[Recorded data Boundary: Start]

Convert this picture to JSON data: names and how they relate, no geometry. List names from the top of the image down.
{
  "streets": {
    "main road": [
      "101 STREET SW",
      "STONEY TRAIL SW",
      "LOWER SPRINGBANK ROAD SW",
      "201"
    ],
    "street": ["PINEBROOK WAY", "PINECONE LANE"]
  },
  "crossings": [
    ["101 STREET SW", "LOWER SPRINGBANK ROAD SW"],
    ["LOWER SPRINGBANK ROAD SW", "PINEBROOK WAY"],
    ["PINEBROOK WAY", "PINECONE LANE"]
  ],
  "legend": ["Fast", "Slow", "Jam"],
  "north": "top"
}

[Recorded data Boundary: End]

→ Exercise: Extract all of the data shown above without alteration.

→ Answer to this exercise:
Convert this picture to JSON data: names and how they relate, no geometry. List names from the top of the image down.
{
  "streets": {
    "main road": [
      "101 STREET SW",
      "STONEY TRAIL SW",
      "LOWER SPRINGBANK ROAD SW",
      "201"
    ],
    "street": ["PINEBROOK WAY", "PINECONE LANE"]
  },
  "crossings": [
    ["101 STREET SW", "LOWER SPRINGBANK ROAD SW"],
    ["LOWER SPRINGBANK ROAD SW", "PINEBROOK WAY"],
    ["PINEBROOK WAY", "PINECONE LANE"]
  ],
  "legend": ["Fast", "Slow", "Jam"],
  "north": "top"
}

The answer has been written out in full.